Instructions to follow:
Can you print the data exactly and leave out each image?
━━━━━ Records for processing ━━━━━
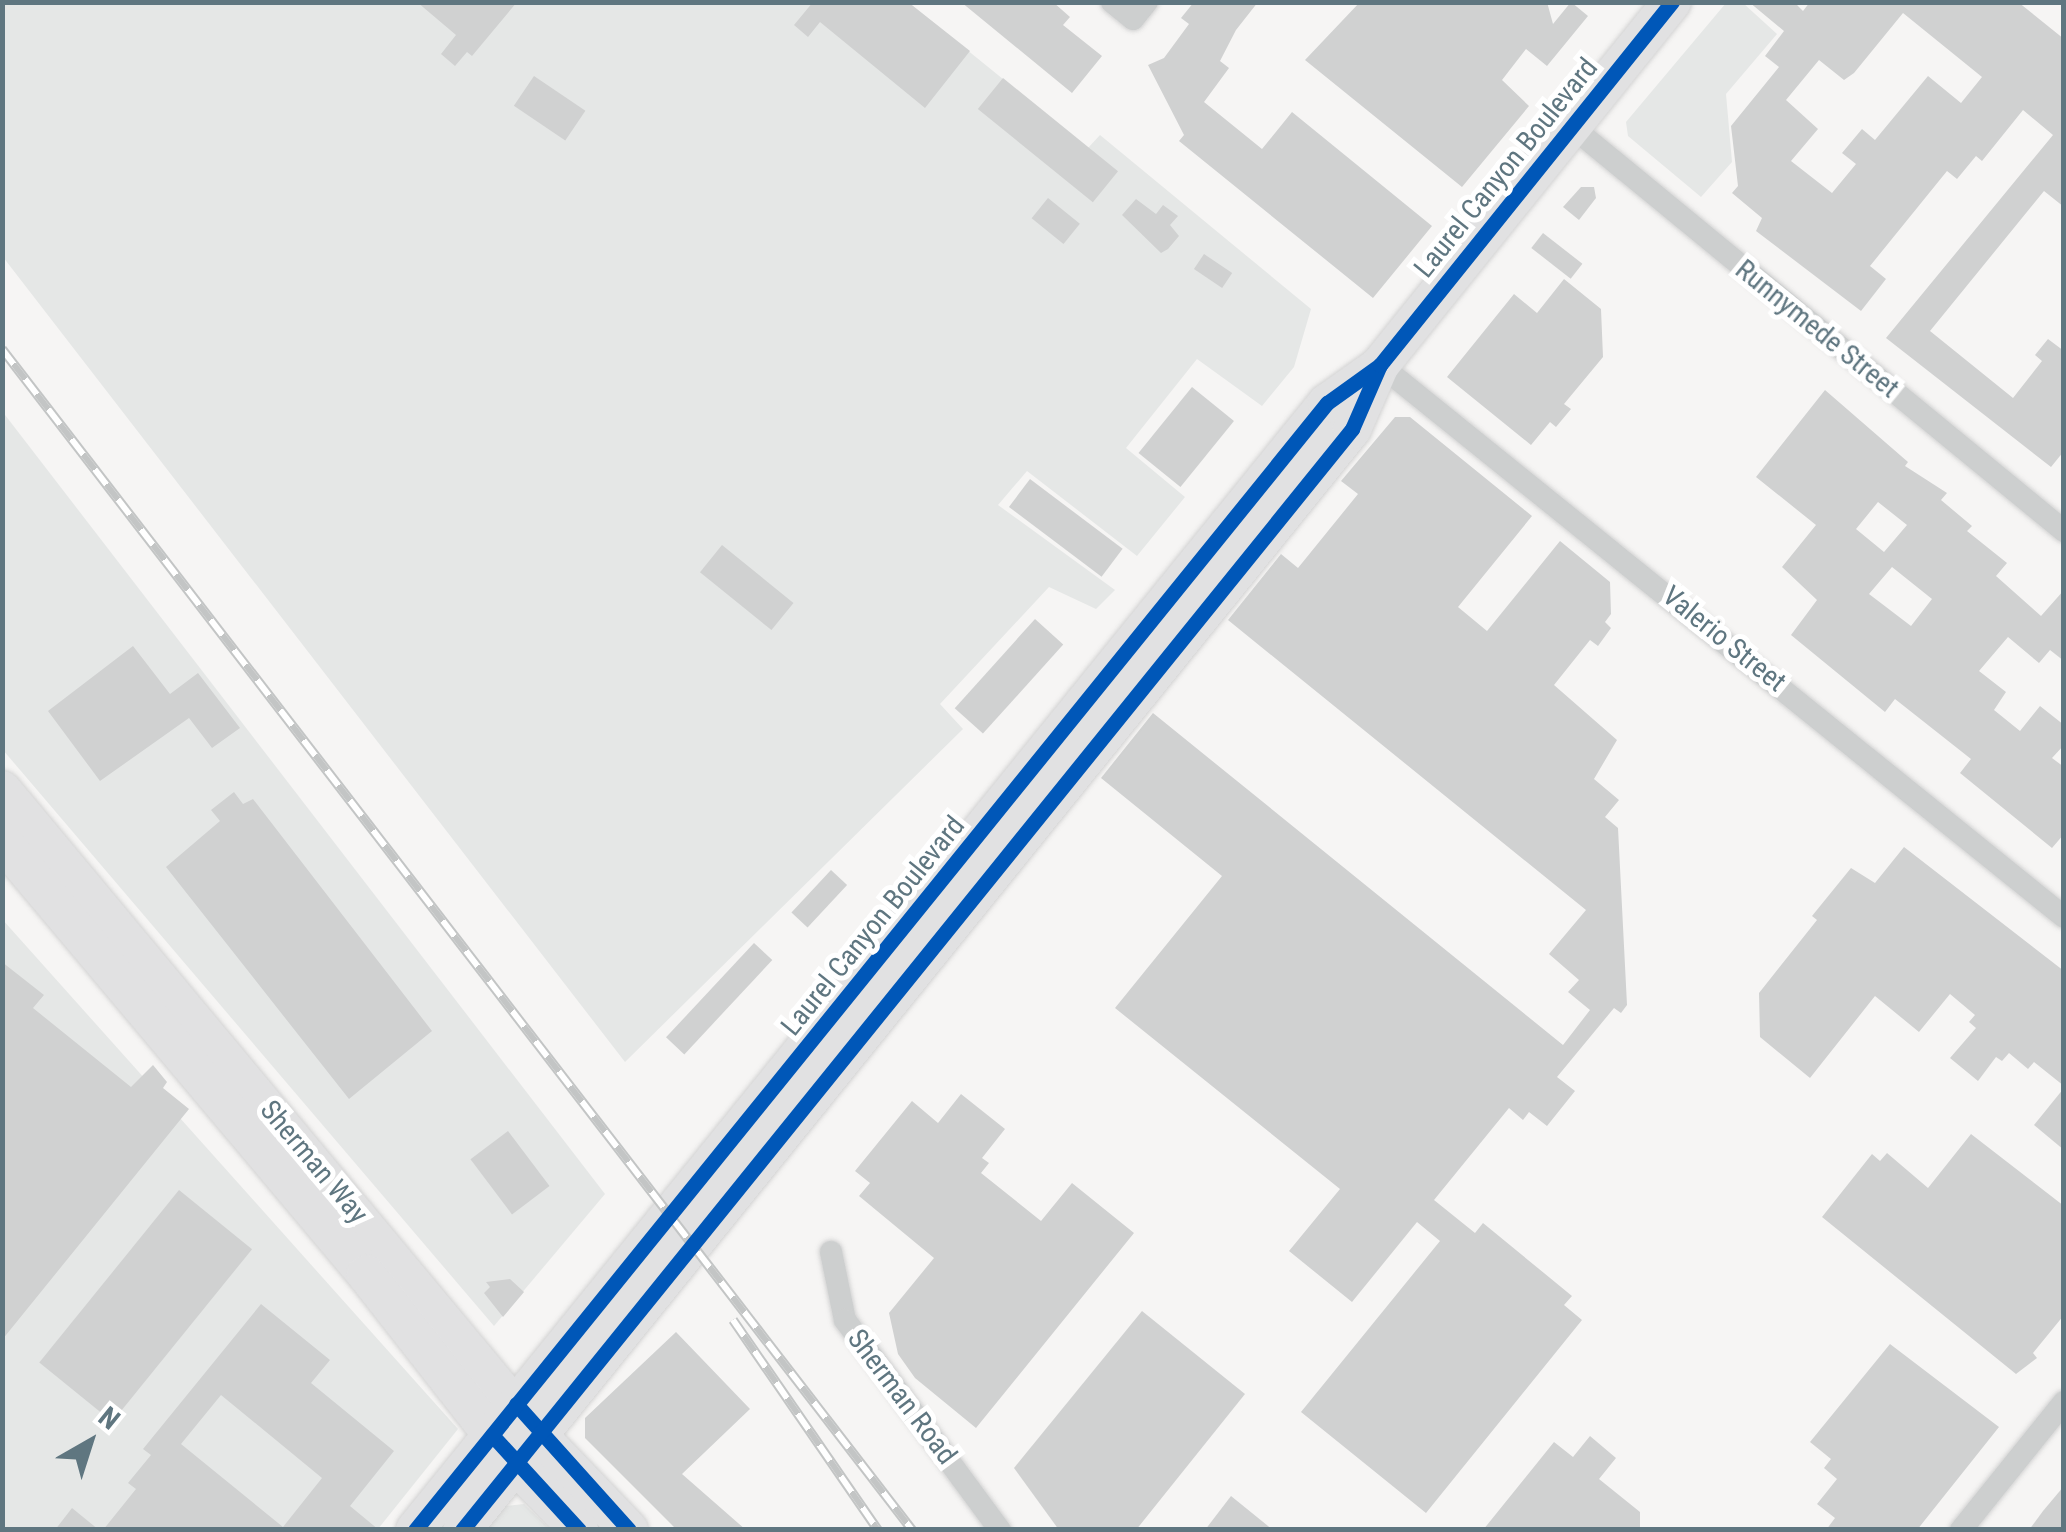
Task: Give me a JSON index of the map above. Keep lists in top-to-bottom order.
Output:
{
  "streets": {
    "main road": ["Laurel Canyon Boulevard", "Sherman Way"],
    "street": ["Runnymede Street", "Valerio Street", "Sherman Road"]
  },
  "crossings": [
    ["Laurel Canyon Boulevard", "Runnymede Street"],
    ["Laurel Canyon Boulevard", "Valerio Street"],
    ["Laurel Canyon Boulevard", "Sherman Way"]
  ],
  "north": "top right"
}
━━━━━
Completed task:
Task: Give me a JSON index of the map above. Keep lists in top-to-bottom order.
Output:
{
  "streets": {
    "main road": ["Laurel Canyon Boulevard", "Sherman Way"],
    "street": ["Runnymede Street", "Valerio Street", "Sherman Road"]
  },
  "crossings": [
    ["Laurel Canyon Boulevard", "Runnymede Street"],
    ["Laurel Canyon Boulevard", "Valerio Street"],
    ["Laurel Canyon Boulevard", "Sherman Way"]
  ],
  "north": "top right"
}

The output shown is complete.